> _RECORDED DATA_:
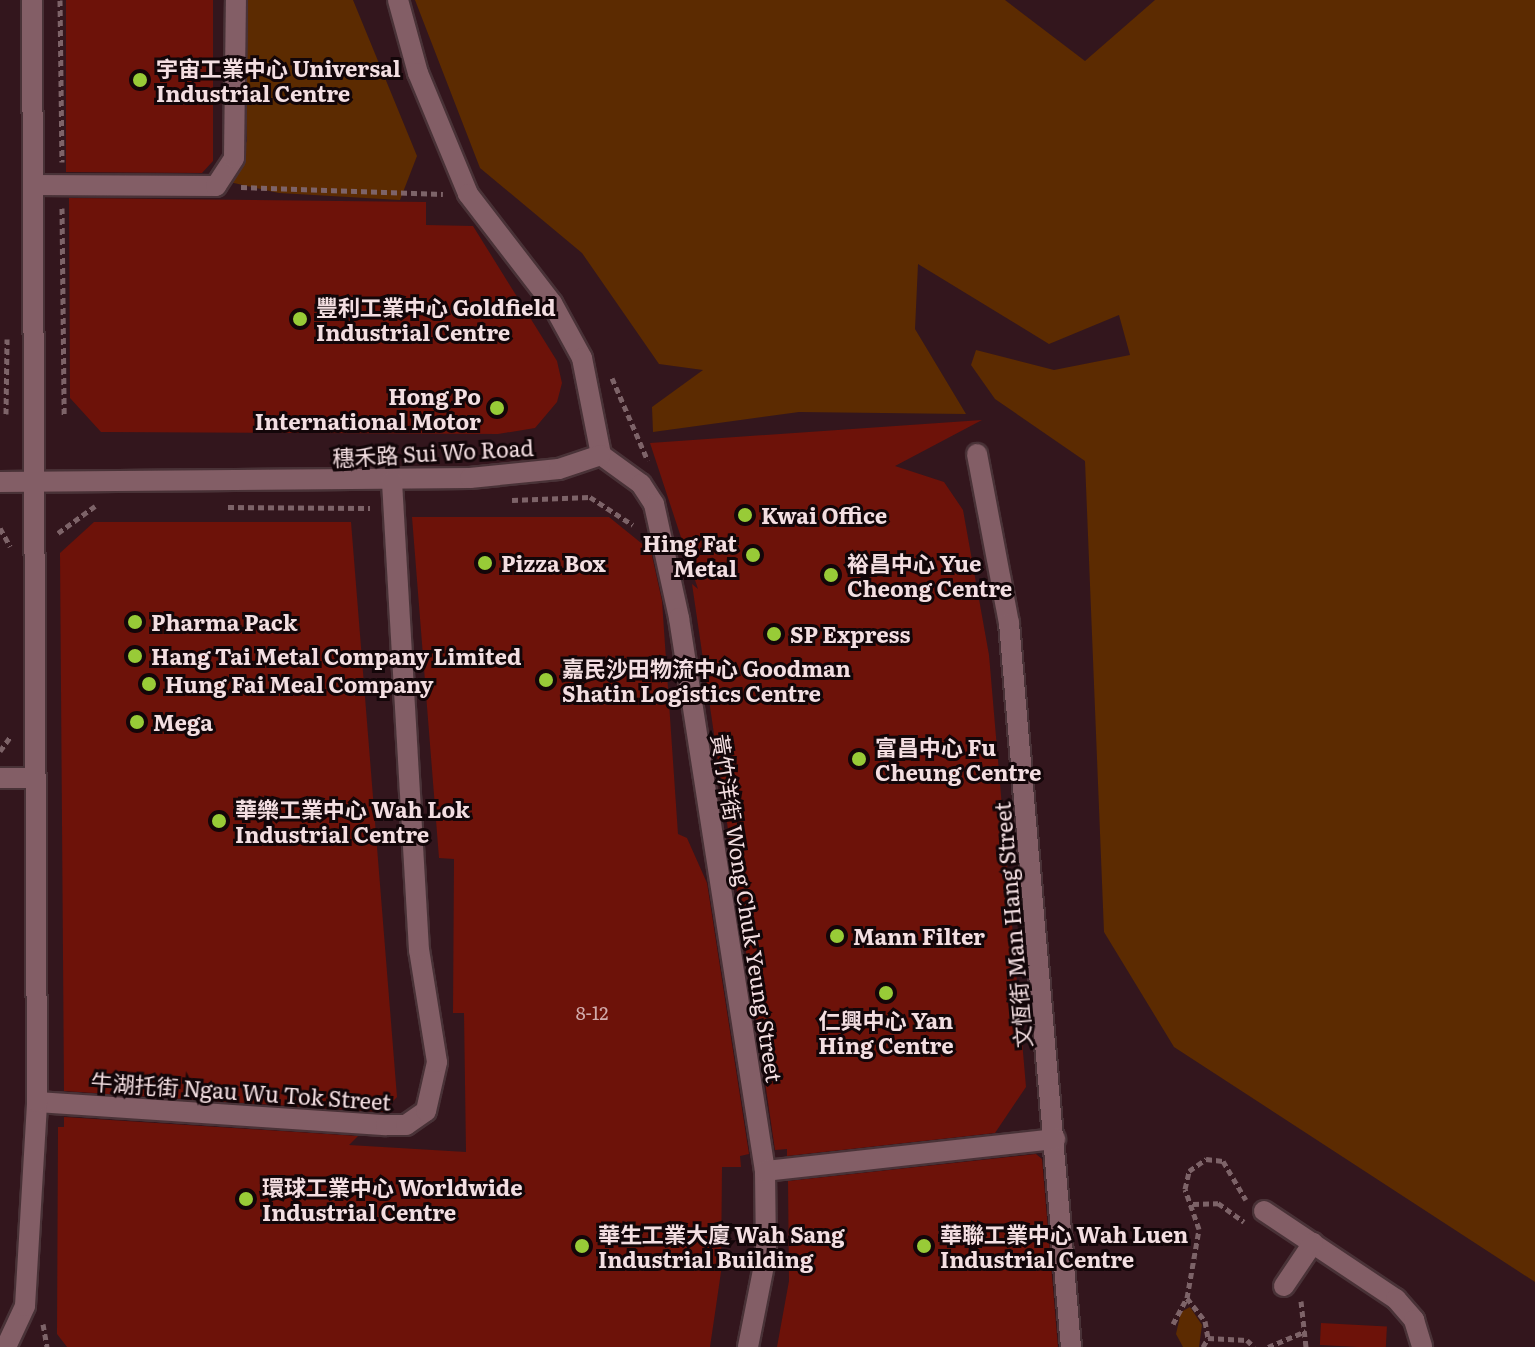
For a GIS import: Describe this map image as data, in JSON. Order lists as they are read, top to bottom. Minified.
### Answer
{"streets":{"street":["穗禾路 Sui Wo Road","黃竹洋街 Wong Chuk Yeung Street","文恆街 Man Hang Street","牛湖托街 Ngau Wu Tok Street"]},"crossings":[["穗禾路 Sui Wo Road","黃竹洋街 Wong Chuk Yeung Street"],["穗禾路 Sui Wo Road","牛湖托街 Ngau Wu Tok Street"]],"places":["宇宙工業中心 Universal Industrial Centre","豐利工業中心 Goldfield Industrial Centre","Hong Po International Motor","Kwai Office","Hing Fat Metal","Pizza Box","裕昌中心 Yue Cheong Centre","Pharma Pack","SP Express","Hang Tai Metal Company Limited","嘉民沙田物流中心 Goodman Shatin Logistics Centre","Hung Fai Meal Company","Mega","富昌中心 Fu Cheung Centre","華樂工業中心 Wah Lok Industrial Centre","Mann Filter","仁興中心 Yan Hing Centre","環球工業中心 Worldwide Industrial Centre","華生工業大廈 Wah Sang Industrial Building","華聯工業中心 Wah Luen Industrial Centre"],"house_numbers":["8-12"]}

> _WHAT IS REQUIRED_: All of the material above is to be retyped exactly, with no pictures included.

> _ANSWER_:
For a GIS import: Describe this map image as data, in JSON. Order lists as they are read, top to bottom. Minified.
### Answer
{"streets":{"street":["穗禾路 Sui Wo Road","黃竹洋街 Wong Chuk Yeung Street","文恆街 Man Hang Street","牛湖托街 Ngau Wu Tok Street"]},"crossings":[["穗禾路 Sui Wo Road","黃竹洋街 Wong Chuk Yeung Street"],["穗禾路 Sui Wo Road","牛湖托街 Ngau Wu Tok Street"]],"places":["宇宙工業中心 Universal Industrial Centre","豐利工業中心 Goldfield Industrial Centre","Hong Po International Motor","Kwai Office","Hing Fat Metal","Pizza Box","裕昌中心 Yue Cheong Centre","Pharma Pack","SP Express","Hang Tai Metal Company Limited","嘉民沙田物流中心 Goodman Shatin Logistics Centre","Hung Fai Meal Company","Mega","富昌中心 Fu Cheung Centre","華樂工業中心 Wah Lok Industrial Centre","Mann Filter","仁興中心 Yan Hing Centre","環球工業中心 Worldwide Industrial Centre","華生工業大廈 Wah Sang Industrial Building","華聯工業中心 Wah Luen Industrial Centre"],"house_numbers":["8-12"]}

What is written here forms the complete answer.